(YOUR INSTRUCTIONS): Search the records below for "white" and copy every line it turns up in.

*** Opening SUPPLIED MATERIAL ***

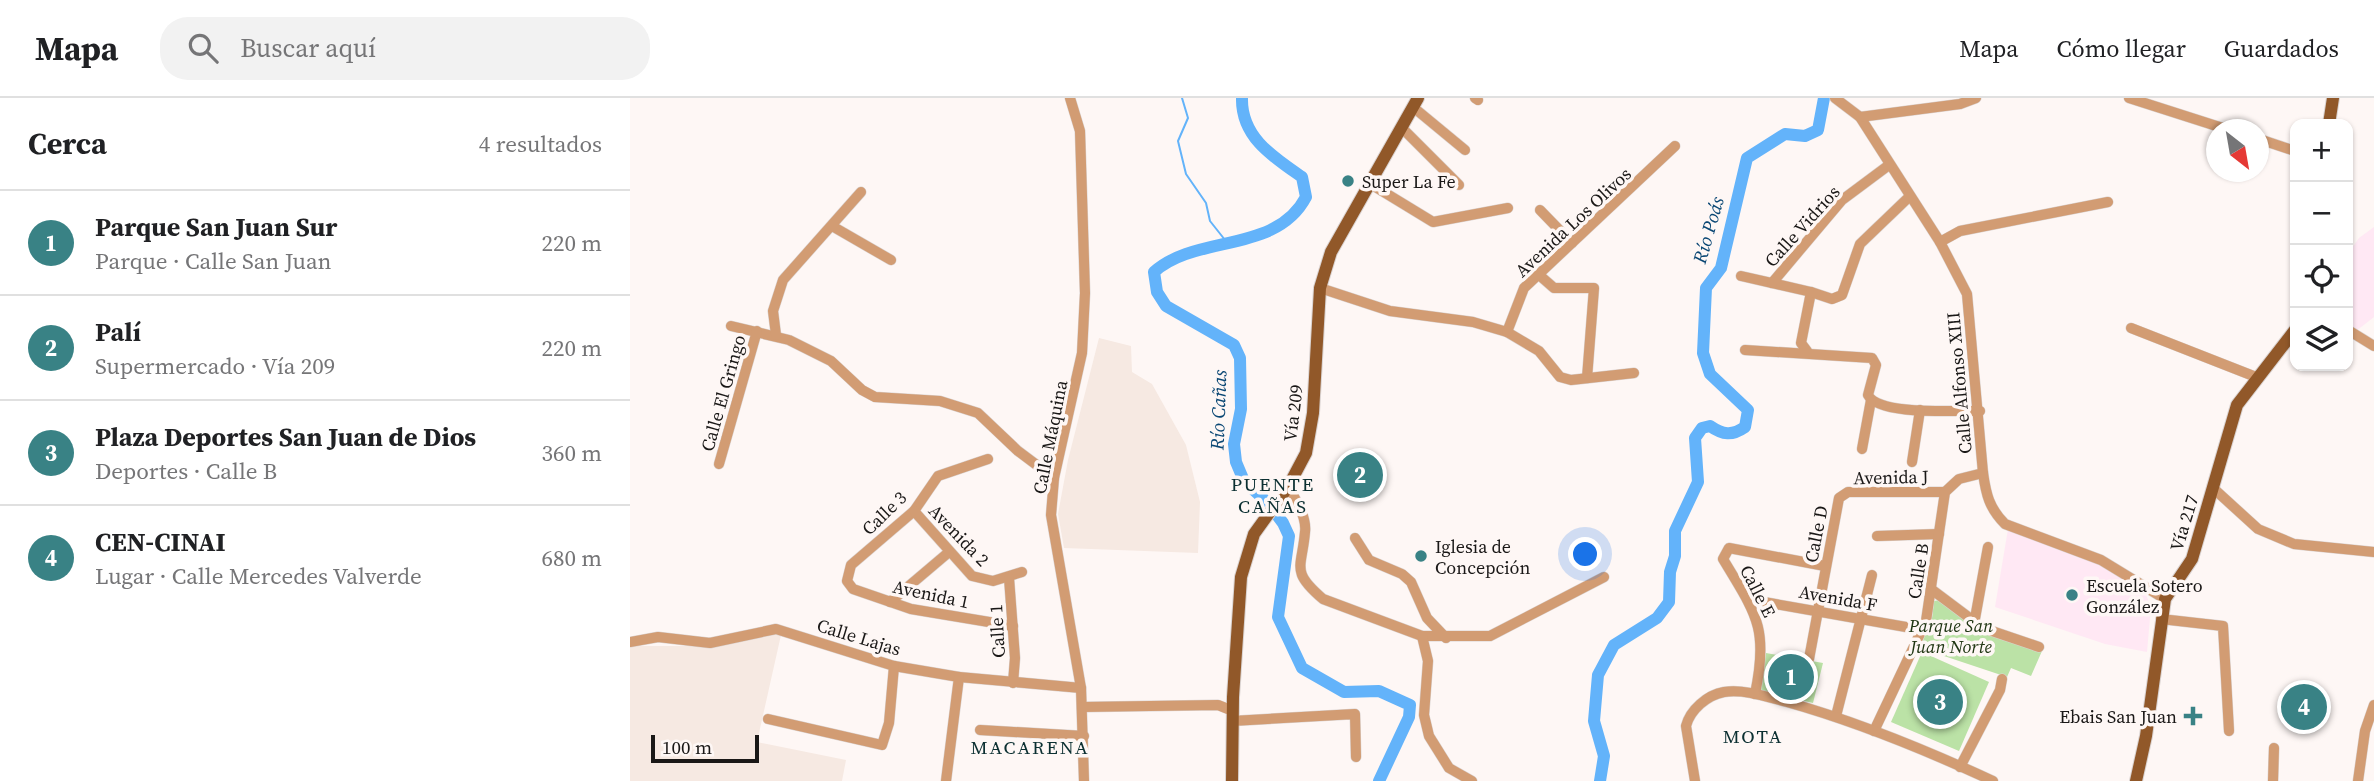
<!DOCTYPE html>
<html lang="es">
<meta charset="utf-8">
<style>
body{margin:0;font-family:"Source Serif 4",serif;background:#f2f2f2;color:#202124}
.controls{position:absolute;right:21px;top:21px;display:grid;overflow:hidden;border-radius:14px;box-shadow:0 2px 5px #0004}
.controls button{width:63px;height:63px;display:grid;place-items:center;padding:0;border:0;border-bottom:2px solid #e0e0e0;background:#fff;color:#202124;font:35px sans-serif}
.compass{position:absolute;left:1576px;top:21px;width:63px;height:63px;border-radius:50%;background:#fff;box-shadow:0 2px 5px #0004;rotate:149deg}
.scale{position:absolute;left:21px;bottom:18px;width:108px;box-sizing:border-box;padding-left:7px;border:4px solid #1a1817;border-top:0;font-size:19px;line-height:24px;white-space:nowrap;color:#1a1817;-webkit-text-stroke:5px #fef7f5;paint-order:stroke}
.you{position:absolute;left:956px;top:457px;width:24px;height:24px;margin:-18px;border:5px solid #fff;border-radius:50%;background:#1a73e8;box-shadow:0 0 0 10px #1a73e833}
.badge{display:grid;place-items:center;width:46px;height:46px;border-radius:50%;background:#398285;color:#fff;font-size:23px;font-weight:700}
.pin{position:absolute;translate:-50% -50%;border:4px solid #fff;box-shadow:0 2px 7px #0006}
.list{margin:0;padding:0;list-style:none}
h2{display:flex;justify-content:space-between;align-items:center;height:91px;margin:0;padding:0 28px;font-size:30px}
h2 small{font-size:23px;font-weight:400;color:#757577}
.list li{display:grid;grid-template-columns:46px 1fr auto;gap:21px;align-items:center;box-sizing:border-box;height:105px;padding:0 28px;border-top:2px solid #e0e0e0}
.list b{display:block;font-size:26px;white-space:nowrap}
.list p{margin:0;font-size:23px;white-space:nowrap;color:#757577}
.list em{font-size:23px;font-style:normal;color:#757577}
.icon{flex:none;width:38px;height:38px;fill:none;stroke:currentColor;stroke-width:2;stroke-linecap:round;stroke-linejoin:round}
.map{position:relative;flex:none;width:1744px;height:683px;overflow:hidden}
header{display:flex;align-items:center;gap:42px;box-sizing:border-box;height:98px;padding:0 35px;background:#fff;border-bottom:2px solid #e0e0e0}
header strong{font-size:33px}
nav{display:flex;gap:38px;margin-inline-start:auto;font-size:24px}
.search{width:490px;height:63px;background:#f2f2f2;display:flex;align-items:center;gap:18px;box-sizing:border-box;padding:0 24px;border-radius:28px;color:#757577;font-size:26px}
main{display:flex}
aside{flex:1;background:#fff}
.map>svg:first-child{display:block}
</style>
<header>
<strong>Mapa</strong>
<div class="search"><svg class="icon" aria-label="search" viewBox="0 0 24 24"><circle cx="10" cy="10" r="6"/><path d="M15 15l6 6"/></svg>Buscar aquí</div>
<nav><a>Mapa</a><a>Cómo llegar</a><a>Guardados</a></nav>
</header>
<main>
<aside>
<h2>Cerca<small>4 resultados</small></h2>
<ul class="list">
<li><span class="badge">1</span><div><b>Parque San Juan Sur</b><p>Parque · Calle San Juan</p></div><em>220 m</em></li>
<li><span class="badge">2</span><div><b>Palí</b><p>Supermercado · Vía 209</p></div><em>220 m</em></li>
<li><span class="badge">3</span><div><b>Plaza Deportes San Juan de Dios</b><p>Deportes · Calle B</p></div><em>360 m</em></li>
<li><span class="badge">4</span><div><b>CEN-CINAI</b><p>Lugar · Calle Mercedes Valverde</p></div><em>680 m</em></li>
</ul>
</aside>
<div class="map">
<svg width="1744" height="683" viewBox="0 0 1744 683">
<rect width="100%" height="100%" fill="#fef7f5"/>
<g fill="#f6e9e2">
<polygon points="469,240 501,248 502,274 522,286 556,347 570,404 568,455 434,450 428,416 438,362"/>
<polygon points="117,537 151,537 127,644 216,662 212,683 0,683 0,548 89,548"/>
</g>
<g fill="#ffe8f4">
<polygon points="1744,129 1744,219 1726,233 1718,226 1718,156 1729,140"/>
<polygon points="1378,431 1473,468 1514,492 1521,509 1517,554 1475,546 1365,509"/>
</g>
<g fill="#bbe2a6">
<polygon points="1310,502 1359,535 1412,553 1401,578 1381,570 1377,579 1290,550 1302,520 1304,503"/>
<polygon points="1292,554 1359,584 1329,653 1261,624"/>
<polygon points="1136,555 1193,565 1183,605 1130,593"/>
</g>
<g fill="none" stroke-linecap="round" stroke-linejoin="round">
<polyline stroke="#63b3fa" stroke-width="2" points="552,0 558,20 548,43 556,76 576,105 580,123 599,147"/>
<g stroke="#63b3fa" stroke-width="12">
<path d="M612,0c-1,39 31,59 60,79l4,20c-30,57 -110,37 -152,75l3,20 9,14 68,39 6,13 1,51 -7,35 2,18 8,19 23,21 16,21 6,13 -11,81 24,51 42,24 35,-1 31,14 -1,12 -30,64"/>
<path d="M970,683l4,-25 -10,-35 4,-46 16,-30 43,-27 12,-16 1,-30 5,-16v-25l23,-49 -3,-44 7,-10 8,-2c13,9 22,10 35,1l3,-17 -38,-36 -7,-21 3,-65 15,-20 26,-110 38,-24 20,2 13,-6 6,-32"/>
</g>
<g stroke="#dad3d1" stroke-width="11">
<g id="minor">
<polyline points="440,0 450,33 455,195 452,255 424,380 421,417 451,590 454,683"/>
<polyline points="845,0 848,2"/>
<path d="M1205,0l25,19 80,125 27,52 16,179c3,21 6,35 22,51l96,36 64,39"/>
<polyline points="1499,0 1599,32"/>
<polyline points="783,9 835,52"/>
<polyline points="1230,19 1330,6 1346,0"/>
<polyline points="772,30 829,87"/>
<polyline points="1629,41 1665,53"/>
<polyline points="739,85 803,124 878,110"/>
<polyline points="910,112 942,145"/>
<polyline points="202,128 261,162"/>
<polyline points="1310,144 1330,133 1478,104"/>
<polyline points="908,176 924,190 964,190 957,280"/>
<polyline points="1111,178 1181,194 1171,245 1177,253"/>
<polyline points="1142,185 1212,102 1259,67"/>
<polyline points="690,190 760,213 843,224 877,234 909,253 930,279 941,282 1004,275"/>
<polyline points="1181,194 1202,201 1212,197 1230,146 1279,99"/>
<polyline points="101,228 159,242 201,263 232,292 245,299 310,303 348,315 388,353 424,380"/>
<polyline points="1501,230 1626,279"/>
<polyline points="1718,232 1744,248"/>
<polyline points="877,234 894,190 1045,48"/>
<polyline points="146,237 143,213 153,182 231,94"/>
<path d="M1115,252l127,8 4,7 -8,30c11,21 89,15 112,16"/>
<polyline points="1232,351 1241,302"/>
<polyline points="358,361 308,378 284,413 221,467 217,483 223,491 281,511 383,528"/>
<polyline points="1282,364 1290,312"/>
<polyline points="89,366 127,233"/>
<path d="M658,389c8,12 19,30 17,45 -3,36 -15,39 18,67l99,37h68l114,-59"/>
<polyline points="1583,390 1628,431 1664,446 1744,454"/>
<polyline points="284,413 342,478 363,483 392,474"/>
<polyline points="1247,438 1309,436"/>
<polyline points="725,440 739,462 772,476 781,484 797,520 816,540"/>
<polyline points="379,480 385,560 383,585"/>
<polyline points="1301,491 1353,530 1409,549"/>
<polyline points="1117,501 1293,532"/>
<polyline points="260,504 319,454"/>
<polyline points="1531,521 1593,528 1599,633"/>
<polyline points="1344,526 1358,449"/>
<polyline points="792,538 798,563 794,617 799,638 819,670 842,683"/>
<polyline points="0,544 28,539 80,545 146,531 264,568 329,579 451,590"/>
<polyline points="1179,561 1209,400 1218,394 1315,394"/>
<path d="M1125,596c14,-66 1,-80 -32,-135l6,-11 96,18"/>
<polyline points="452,609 588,607 603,613"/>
<polyline points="1206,618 1242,477"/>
<polyline points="138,621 252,647 259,625 264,568"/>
<polyline points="602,623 725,616 726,659"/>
<polyline points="350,632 454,638"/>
<polyline points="1244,633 1296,523 1315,394 1329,381 1353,375"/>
<polyline points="1330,669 1370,592 1372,581"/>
<polyline points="316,683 329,579"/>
<path d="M1065,683l-9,-55c4,-16 21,-31 38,-34 21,-3 43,5 63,10 71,20 139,48 206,79"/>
<polyline points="1643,683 1644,650"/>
<polyline points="1728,683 1735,633 1744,607"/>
</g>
</g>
<g stroke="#dad3d1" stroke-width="14">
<g id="major">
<polyline points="1699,26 1703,0"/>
<polyline points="602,683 603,599 611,479 624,436 658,389 676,355 683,315 690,190 701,154 788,0"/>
<polyline points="1506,683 1516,638 1535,501 1562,461 1607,307 1665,232"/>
</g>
</g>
<use href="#minor" stroke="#d29c73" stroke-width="10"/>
<use href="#major" stroke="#915829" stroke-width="12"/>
</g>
<g fill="#398285" stroke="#fef7f5" stroke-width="2.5">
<circle cx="718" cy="83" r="7"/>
<circle cx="791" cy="458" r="7"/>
<circle cx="1442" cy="497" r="7"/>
<path d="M1559.5 607.5h7v7h7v7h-7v7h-7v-7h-7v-7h7z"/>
</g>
<g text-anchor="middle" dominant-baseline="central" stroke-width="7" stroke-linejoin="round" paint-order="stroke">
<g font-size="18" fill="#1a1817" stroke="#fef7f5" text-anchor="start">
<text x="732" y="83">Super La Fe</text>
<text x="805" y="448">Iglesia de<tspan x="805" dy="21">Concepción</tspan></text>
<text x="1456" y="487">Escuela Sotero<tspan x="1456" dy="21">González</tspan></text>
<text x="1547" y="618" text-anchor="end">Ebais San Juan</text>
</g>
<g font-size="18" fill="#1a1817" stroke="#fef7f5">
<text transform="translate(943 124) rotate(-43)">Avenida Los Olivos</text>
<text transform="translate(1172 128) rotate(-48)">Calle Vidrios</text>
<text transform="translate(1329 285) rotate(-95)">Calle Alfonso XIII</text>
<text transform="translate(93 295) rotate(-74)">Calle El Gringo</text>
<text transform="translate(663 315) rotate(-83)">Vía 209</text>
<text transform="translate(420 339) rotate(-79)">Calle Máquina</text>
<text transform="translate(1261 379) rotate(-1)">Avenida J</text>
<text transform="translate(254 415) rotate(-44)">Calle 3</text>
<text transform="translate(1554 425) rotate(-73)">Vía 217</text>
<text transform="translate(1186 436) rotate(-79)">Calle D</text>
<text transform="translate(329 437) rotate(46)">Avenida 2</text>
<text transform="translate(1288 473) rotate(-81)">Calle B</text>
<text transform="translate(1128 493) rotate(63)">Calle E</text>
<text transform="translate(301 496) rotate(12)">Avenida 1</text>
<text transform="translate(1208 500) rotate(10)">Avenida F</text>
<text transform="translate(367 533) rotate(-93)">Calle 1</text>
<text transform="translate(229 539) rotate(17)">Calle Lajas</text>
</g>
<g font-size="18" font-style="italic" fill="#203613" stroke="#fef7f5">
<text x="1321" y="527">Parque San<tspan x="1321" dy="21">Juan Norte</tspan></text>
</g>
<g font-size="19" font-style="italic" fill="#0a4774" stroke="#fef7f5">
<text transform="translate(1078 132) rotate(-74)">Río Poás</text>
<text transform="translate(588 312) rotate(-88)">Río Cañas</text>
</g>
<g font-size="19" letter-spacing="2" fill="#0b2f31" stroke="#fef7f5">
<text x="643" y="386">PUENTE<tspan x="643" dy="22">CAÑAS</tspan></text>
<text x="1123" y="638">MOTA</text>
<text x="400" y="649">MACARENA</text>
</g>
</g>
</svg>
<div class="controls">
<button>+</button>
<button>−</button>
<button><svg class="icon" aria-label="locate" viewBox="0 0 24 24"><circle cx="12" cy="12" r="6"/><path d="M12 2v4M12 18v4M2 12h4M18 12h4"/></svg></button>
<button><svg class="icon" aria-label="layers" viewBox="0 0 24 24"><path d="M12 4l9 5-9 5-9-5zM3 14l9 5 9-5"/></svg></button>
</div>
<svg class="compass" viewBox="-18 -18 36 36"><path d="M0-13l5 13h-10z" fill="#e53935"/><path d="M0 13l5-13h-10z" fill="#757577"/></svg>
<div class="scale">100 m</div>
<div class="you"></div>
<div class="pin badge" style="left:1161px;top:579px">1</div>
<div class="pin badge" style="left:730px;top:377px">2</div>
<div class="pin badge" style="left:1310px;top:604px">3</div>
<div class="pin badge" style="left:1674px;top:609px">4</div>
</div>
</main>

*** Closing SUPPLIED MATERIAL ***

(WRITTEN SOLUTION):
.scale{position:absolute;left:21px;bottom:18px;width:108px;box-sizing:border-box;padding-left:7px;border:4px solid #1a1817;border-top:0;font-size:19px;line-height:24px;white-space:nowrap;color:#1a1817;-webkit-text-stroke:5px #fef7f5;paint-order:stroke}
.list b{display:block;font-size:26px;white-space:nowrap}
.list p{margin:0;font-size:23px;white-space:nowrap;color:#757577}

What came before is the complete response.